**INSTRUCTIONS FOR THE TASK**
Copy nothing past the line containing "Enumerate all street". Transcribe every line of the listing below up to and including it, from the first, except pictures.

**RECORDED DATA**
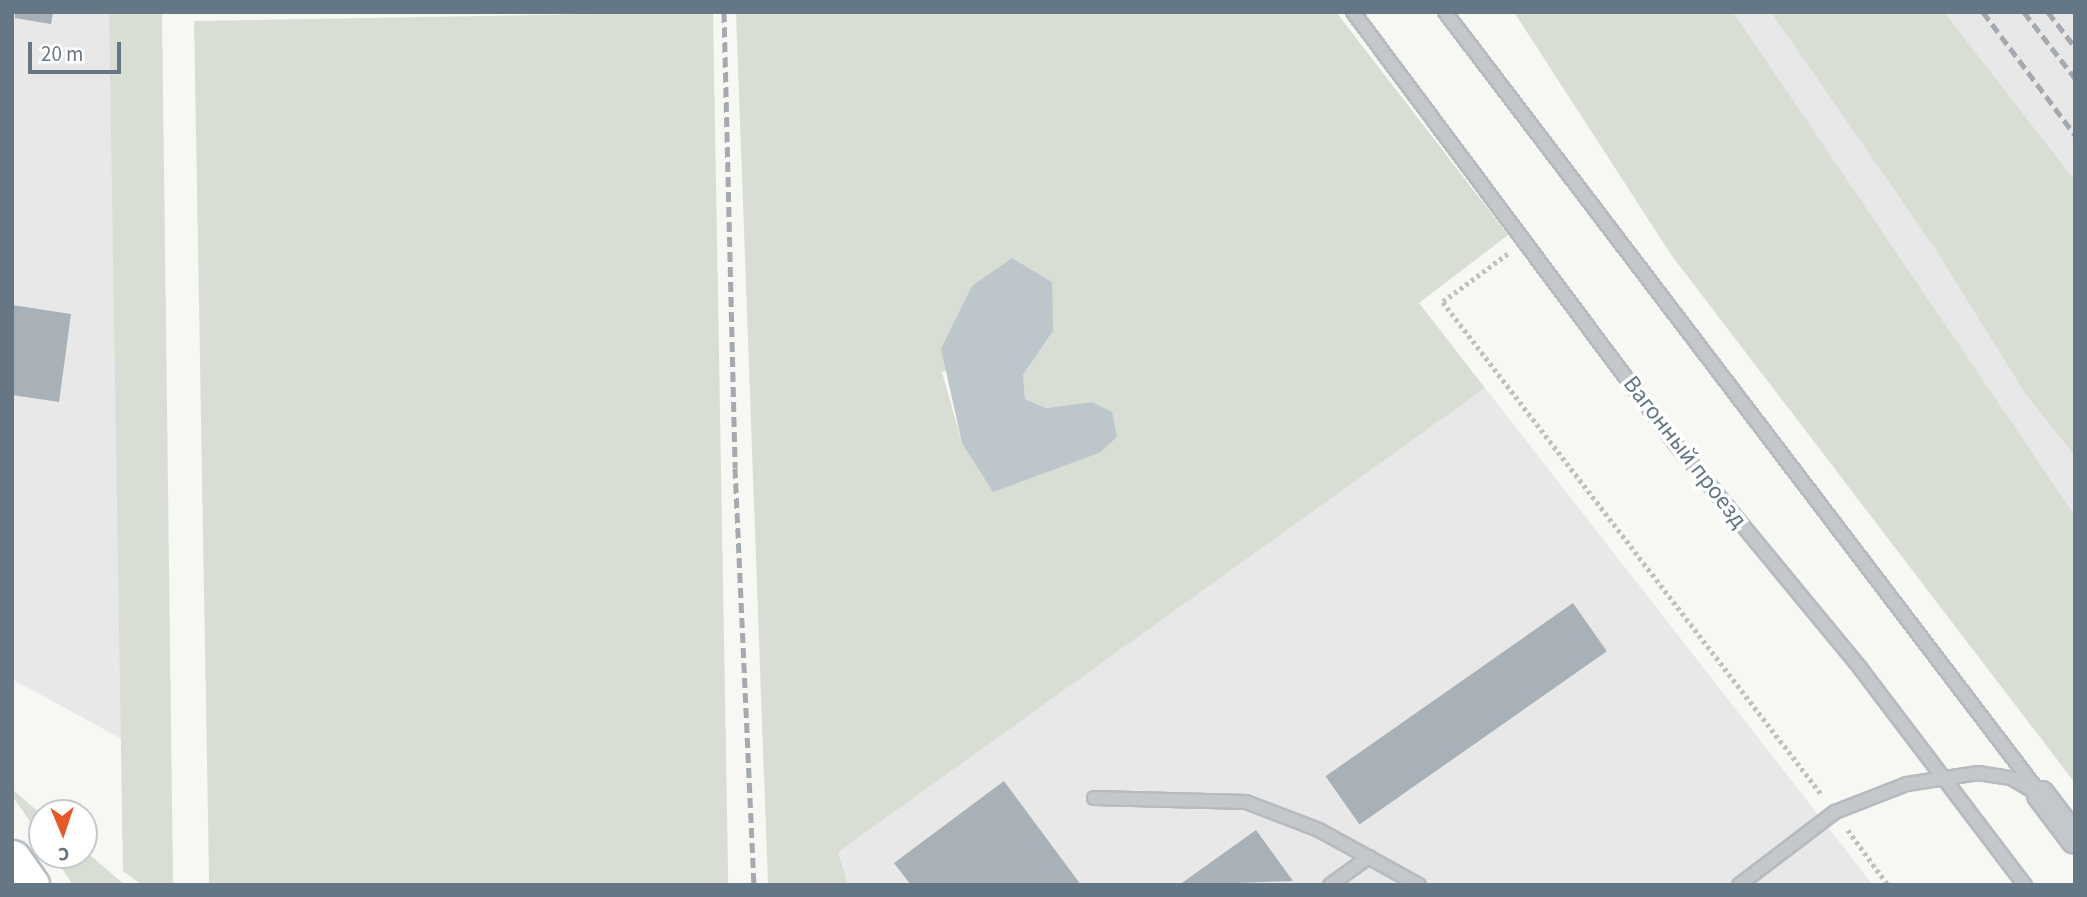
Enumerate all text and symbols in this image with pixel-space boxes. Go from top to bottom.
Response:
scale bar [32,28,124,72]
text: 20 m [41,39,83,69]
street label: Вагонный проезд [1617,370,1753,534]
north arrow [28,799,98,869]
text: С [58,840,70,867]

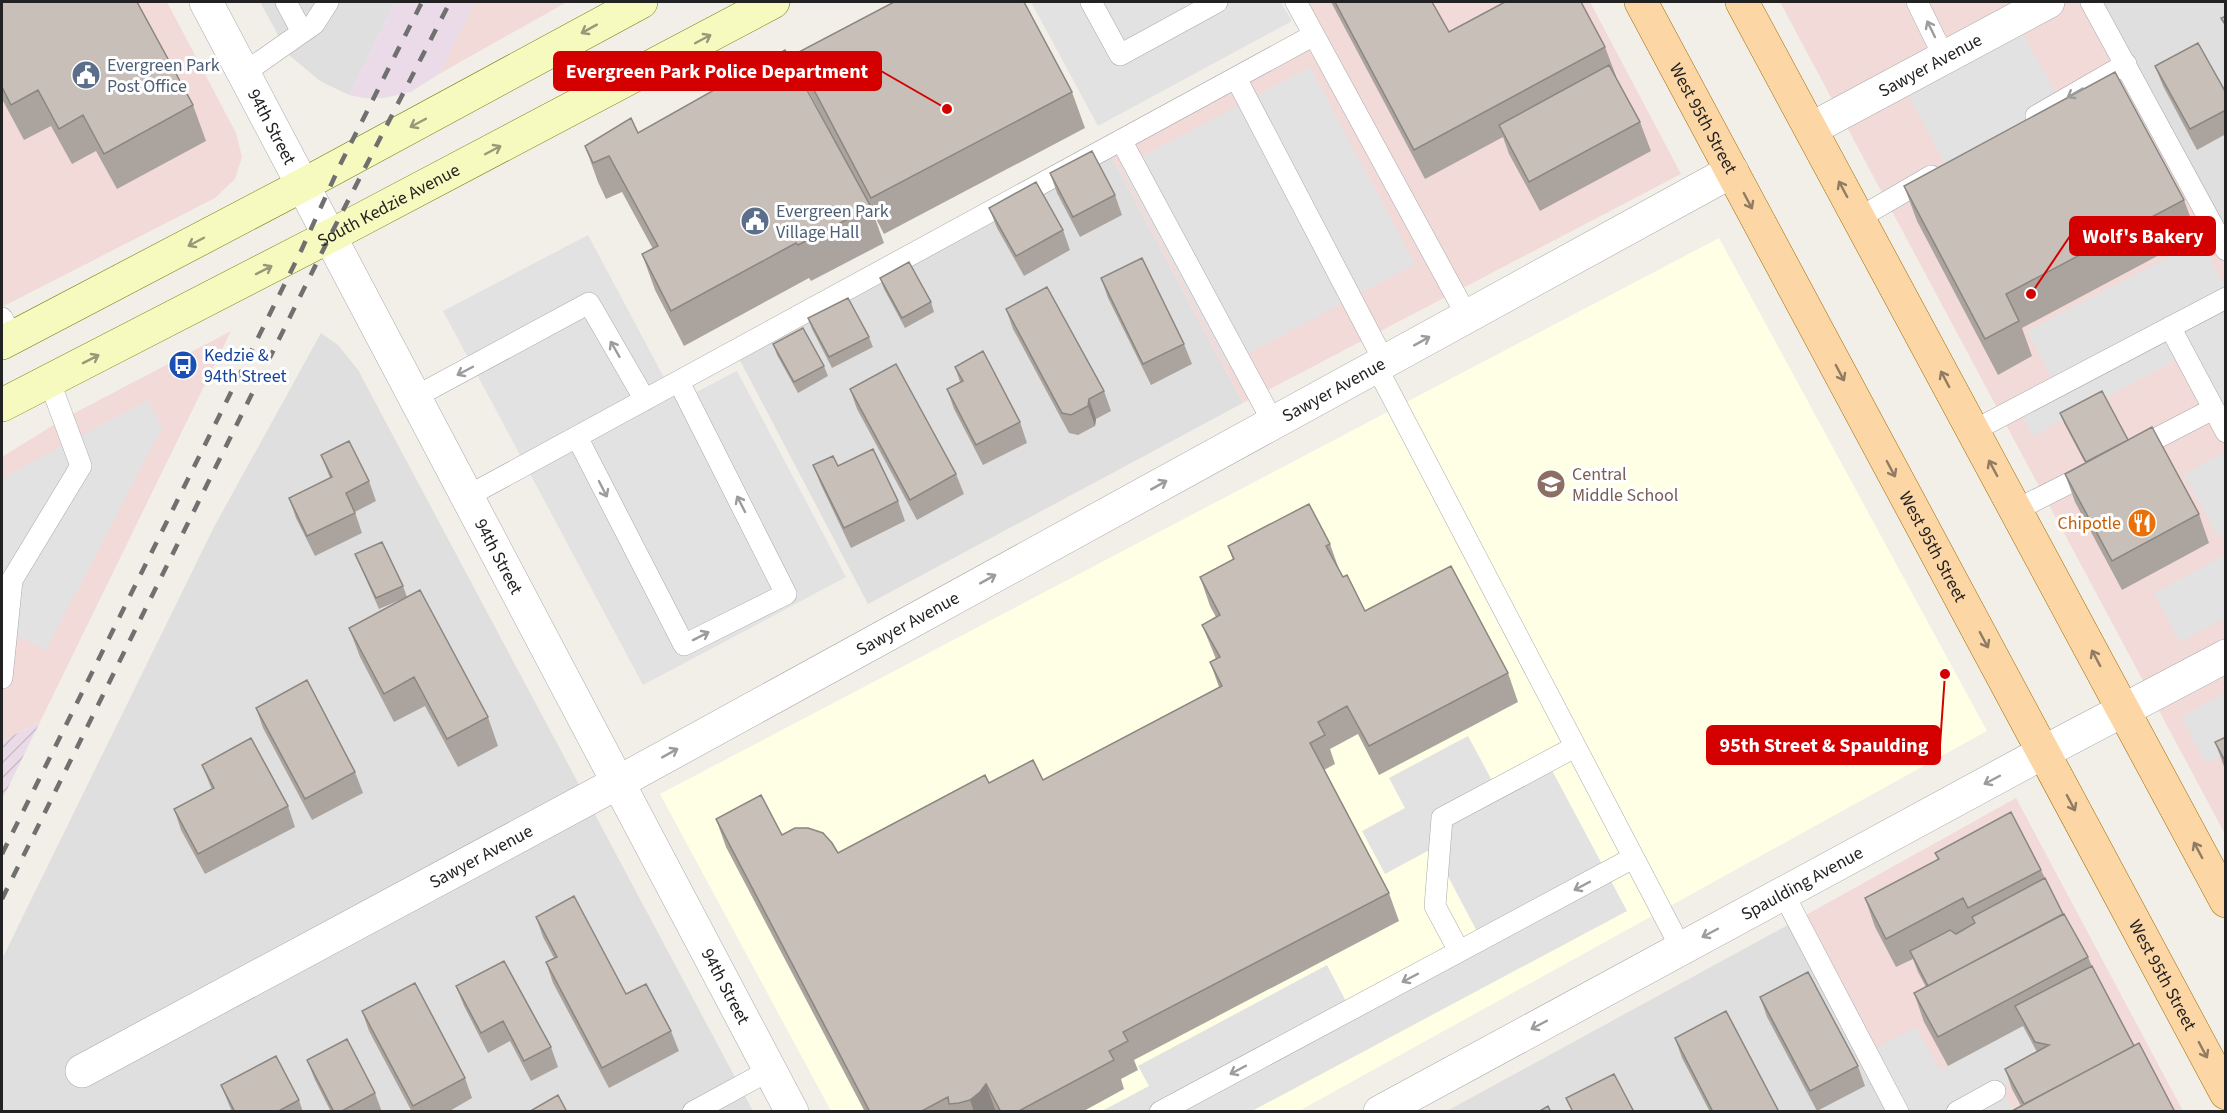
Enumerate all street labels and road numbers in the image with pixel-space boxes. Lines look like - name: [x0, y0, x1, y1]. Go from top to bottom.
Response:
- street label: Sawyer Avenue: [1874, 27, 1986, 103]
- street label: West 95th Street: [1663, 58, 1743, 178]
- street label: 94th Street: [242, 84, 302, 169]
- street label: South Kedzie Avenue: [313, 157, 464, 253]
- street label: Sawyer Avenue: [1277, 351, 1390, 428]
- street label: West 95th Street: [1893, 487, 1973, 607]
- street label: 94th Street: [468, 514, 529, 599]
- street label: Sawyer Avenue: [851, 585, 964, 662]
- street label: Sawyer Avenue: [425, 818, 537, 894]
- street label: Spaulding Avenue: [1737, 840, 1867, 926]
- street label: West 95th Street: [2123, 915, 2203, 1035]
- street label: 94th Street: [695, 944, 756, 1029]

**RESPONSE AREA**
Enumerate all text and symbols in this image with pixel-space boxes. Go from top to bottom.
Response:
scale bar [32,28,124,72]
text: 20 m [41,39,83,69]
street label: Вагонный проезд [1617,370,1753,534]
north arrow [28,799,98,869]
text: С [58,840,70,867]

Enumerate all street labels and road numbers in the image with pixel-space boxes. Lines look like - name: [x0, y0, x1, y1]. Go from top to bottom.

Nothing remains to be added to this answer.